Controlla fra l’altro la Peroni italiana.
Da non sottovalutare il settore terziario, sia dei servizi che
del turismo che dimostra una continua crescita, godendo di
risorse naturali accessibili e una buona stabilità in Namibia,
Kenya, Egitto, Marocco e Etiopia.
Fiore all’occhiello dell’economia di successo è quella degli
stati isolani di Seychelles, Riunione, Mauritius e Capo Verde.
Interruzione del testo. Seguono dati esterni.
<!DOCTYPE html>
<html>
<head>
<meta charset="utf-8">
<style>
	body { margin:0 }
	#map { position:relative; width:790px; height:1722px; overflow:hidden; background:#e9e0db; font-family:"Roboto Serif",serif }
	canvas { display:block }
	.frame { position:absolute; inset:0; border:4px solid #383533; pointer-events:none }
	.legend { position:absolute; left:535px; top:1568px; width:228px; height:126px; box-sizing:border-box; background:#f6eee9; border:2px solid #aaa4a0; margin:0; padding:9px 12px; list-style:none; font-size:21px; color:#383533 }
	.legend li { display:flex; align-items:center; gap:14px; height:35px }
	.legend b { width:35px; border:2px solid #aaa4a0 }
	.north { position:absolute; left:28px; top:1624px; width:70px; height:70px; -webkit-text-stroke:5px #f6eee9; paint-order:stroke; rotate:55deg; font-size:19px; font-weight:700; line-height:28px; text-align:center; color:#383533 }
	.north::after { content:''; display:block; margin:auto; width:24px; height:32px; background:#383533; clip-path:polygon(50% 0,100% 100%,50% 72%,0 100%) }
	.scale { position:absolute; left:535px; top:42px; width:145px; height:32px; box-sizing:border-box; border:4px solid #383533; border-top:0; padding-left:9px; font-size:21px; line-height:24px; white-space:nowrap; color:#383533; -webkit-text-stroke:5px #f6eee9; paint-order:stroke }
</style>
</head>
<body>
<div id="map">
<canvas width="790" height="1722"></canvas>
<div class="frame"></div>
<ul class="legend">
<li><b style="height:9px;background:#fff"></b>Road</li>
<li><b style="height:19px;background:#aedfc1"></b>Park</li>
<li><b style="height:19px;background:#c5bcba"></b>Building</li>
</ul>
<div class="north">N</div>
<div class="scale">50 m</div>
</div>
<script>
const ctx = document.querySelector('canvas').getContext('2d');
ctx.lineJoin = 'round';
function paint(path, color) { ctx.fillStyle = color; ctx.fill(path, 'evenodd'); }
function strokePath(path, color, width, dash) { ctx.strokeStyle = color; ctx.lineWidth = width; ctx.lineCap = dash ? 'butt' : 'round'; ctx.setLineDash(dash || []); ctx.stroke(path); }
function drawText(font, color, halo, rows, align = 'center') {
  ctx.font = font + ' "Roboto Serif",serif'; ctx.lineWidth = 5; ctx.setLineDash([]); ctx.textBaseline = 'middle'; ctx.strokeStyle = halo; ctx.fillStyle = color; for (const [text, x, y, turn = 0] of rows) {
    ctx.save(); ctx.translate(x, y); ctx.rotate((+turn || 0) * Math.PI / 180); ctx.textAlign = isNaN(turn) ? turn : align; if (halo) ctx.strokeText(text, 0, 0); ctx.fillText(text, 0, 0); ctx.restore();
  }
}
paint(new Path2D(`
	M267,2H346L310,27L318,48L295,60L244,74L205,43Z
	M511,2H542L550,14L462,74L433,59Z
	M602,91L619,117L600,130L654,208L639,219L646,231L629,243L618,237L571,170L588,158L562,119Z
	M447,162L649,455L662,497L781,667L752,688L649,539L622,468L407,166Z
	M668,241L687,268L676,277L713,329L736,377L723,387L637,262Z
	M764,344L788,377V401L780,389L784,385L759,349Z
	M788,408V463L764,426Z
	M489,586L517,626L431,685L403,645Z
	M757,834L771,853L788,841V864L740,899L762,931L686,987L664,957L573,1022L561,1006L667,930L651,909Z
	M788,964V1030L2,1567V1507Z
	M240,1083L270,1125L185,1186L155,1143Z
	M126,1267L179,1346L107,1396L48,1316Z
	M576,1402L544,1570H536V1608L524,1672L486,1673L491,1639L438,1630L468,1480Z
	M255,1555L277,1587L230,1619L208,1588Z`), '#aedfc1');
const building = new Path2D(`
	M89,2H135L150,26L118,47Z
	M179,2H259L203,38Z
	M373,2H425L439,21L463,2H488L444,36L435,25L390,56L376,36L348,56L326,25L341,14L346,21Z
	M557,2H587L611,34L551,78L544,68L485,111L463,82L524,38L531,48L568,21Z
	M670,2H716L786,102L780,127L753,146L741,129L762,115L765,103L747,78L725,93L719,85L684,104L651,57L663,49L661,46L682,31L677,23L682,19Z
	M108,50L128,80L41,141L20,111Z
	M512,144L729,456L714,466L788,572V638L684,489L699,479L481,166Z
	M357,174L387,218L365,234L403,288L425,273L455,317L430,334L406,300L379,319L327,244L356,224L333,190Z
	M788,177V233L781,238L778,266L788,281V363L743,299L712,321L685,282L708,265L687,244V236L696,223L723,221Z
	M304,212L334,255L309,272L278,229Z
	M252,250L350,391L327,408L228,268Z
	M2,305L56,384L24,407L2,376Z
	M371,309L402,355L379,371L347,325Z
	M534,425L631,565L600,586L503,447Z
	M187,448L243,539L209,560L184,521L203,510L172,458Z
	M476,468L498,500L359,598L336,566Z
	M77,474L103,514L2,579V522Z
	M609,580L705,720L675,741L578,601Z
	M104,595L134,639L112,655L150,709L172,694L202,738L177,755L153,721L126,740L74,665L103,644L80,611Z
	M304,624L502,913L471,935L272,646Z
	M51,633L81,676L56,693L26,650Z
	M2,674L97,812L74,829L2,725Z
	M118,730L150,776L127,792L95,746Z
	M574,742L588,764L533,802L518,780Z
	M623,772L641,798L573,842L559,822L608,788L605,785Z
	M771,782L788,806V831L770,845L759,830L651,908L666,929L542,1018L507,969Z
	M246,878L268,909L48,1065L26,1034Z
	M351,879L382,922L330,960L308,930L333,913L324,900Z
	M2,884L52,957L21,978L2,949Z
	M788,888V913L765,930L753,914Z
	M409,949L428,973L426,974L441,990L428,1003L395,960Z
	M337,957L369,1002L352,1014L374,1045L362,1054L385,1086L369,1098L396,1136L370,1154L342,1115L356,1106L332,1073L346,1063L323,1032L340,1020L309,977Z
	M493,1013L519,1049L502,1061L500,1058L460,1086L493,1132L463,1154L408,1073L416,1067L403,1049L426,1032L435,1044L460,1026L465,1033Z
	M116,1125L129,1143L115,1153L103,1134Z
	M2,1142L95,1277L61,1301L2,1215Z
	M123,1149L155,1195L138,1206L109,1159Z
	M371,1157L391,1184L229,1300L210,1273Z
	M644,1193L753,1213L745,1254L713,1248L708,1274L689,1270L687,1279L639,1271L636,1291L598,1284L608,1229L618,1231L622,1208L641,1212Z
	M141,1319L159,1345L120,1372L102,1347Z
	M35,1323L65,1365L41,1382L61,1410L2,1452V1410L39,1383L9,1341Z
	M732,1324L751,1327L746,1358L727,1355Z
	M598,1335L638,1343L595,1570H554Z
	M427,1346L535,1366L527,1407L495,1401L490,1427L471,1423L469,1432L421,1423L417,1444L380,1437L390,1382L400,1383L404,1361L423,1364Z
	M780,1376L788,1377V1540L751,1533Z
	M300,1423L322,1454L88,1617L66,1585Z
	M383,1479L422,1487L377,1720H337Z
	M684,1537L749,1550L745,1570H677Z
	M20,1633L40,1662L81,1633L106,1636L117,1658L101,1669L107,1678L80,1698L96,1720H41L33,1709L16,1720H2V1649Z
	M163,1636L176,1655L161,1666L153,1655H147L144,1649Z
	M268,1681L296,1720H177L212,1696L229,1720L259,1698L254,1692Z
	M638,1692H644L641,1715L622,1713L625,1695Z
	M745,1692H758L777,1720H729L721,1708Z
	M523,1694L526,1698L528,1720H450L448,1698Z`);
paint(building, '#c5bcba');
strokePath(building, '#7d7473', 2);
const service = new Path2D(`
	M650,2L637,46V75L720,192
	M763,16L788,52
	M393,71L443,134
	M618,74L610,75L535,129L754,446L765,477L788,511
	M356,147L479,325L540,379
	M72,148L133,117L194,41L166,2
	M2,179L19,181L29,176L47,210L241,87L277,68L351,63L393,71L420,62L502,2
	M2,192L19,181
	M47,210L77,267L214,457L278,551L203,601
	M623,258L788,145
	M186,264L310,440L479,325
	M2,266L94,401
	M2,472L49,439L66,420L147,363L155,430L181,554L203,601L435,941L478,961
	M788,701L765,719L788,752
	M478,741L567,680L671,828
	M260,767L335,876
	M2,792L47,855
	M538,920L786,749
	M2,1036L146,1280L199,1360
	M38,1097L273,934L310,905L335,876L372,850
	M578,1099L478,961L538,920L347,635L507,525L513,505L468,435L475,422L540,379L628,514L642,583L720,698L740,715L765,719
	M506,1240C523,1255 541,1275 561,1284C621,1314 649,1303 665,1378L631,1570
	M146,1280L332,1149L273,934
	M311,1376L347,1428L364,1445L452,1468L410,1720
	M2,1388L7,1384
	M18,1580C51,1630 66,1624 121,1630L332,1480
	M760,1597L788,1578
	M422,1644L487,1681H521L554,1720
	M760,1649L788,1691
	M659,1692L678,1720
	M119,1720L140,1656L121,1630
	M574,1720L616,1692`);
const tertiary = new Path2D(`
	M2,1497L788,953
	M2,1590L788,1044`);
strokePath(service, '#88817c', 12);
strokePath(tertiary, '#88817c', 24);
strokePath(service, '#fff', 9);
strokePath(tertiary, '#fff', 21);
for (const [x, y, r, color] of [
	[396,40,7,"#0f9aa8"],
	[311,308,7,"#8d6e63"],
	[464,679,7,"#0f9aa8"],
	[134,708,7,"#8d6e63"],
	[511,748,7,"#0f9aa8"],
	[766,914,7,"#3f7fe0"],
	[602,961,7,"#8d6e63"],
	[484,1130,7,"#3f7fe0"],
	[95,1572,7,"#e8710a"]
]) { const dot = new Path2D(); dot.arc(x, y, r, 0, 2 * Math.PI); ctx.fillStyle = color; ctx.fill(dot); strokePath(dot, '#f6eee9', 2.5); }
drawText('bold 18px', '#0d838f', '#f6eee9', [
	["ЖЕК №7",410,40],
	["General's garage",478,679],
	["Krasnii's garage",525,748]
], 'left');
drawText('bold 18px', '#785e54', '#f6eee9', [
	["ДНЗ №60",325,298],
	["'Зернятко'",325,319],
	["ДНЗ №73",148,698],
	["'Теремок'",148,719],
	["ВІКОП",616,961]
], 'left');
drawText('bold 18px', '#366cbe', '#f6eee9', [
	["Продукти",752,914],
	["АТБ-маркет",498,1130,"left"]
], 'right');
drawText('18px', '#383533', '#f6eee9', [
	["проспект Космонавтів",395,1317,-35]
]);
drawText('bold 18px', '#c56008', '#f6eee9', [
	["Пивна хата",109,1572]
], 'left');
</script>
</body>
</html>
Ritorna la domanda: perché tanta gioventù cerca allora di
espatriare?
A questa domanda già in parte è stato risposto. Le cause
geografiche e climatiche c’entrano in parte. Le guerre tribali
non dovrebbero influenzare,perché ogni paese ha avuto la sua
brava guerra, il suo bravo periodo di terrorismo e la gioventù
non è espatriata , al contrario sono rimasti per difendere
territorio e popolazioni.
Dai un pesce a un uomo e lo nutrirai per un
giorno; insegnagli a pescare e lo nutrirai per
tutta la vita.(Confucio)
E’ un fatto innegabile che la ricostruzione industriale
dell’Europa, le nascenti economie asiatiche e persino lo
sviluppo industriale americano hanno tutti lucrato di materie
prime a basso costo “saccheggiate” dal continente, facendo sì
che l’Africa anziché godere di un sviluppo industriale e
agricolo che avrebbe dovuto produrre nuovi posti di lavoro, in
realtà ha subito un sfruttamento minerario senza alcun
beneficio per le popolazioni indigene. Le stesse potenze
europee hanno amministrato nuovi territori e c’è chi li
amministra tutt’ora, per averne un beneficio economico senza
investire nel futuro di quella gente.

Il Papa emerito Benedetto XVI sostiene il diritto di non
emigrare:
“Nel contesto socio-politico attuale, però, prima ancora che
il diritto a emigrare, va riaffermato il diritto a non
emigrare, cioè a essere in condizione di rimanere nella
propria terra, ripetendo con il Beato (ora Santo) Giovanni
Paolo II che “diritto primario dell’uomo è di vivere nella
propria patria: diritto che però diventa effettivo solo se si
tengono costantemente sotto controllo i fattori che spingono
all’emigrazione”, (Discorso al IV Congresso mondiale delle
Migrazioni, 1998)”.

Fermo restando il diritto sacrosanto a non emigrare, cioè il
diritto a essere in condizione di rimanere nella propria
terra; constatato che le potenzialità del continente sono
immense e non aspettano che di essere messe a disposizione
delle comunità locali ;visto che l’Europa e non solo,
stanziano miliardi di euro come aiuti; visto e considerato che
da indagini fatte, di tutti questi miliardi alla popolazione
non arrivano che pochi spiccioli; assodato che le
multinazionali sono quelle che da sempre hanno lucrato sulle
ricche risorse del continente, è arrivato il momento di
cambiare politiche. Anziché elargire miliardi e miliardi,
consegnandoli in mani a chi finora non ha saputo tradurli in
strutture e benessere per gli africani, l’Europa e l’occidente
dovrebbero cambiare politica e cioè anziché soldi liquidi
inviare ditte, ingegneri, tecnici e quant’altro con
progettazioni per avviare strutture, costruire strade, ponti,
porti, vie di comunicazione anche fluviali, adoperando il know
how europeo, impegnando mano d’opera indigena, pagandola con
salari contrattuali normali.

Solo così si potranno evitare a migliaia di emigranti di
arenarsi nei campi in Libia, cadere nelle mani dei trafficanti
per poi essere usati dai partiti per le campagne elettorali.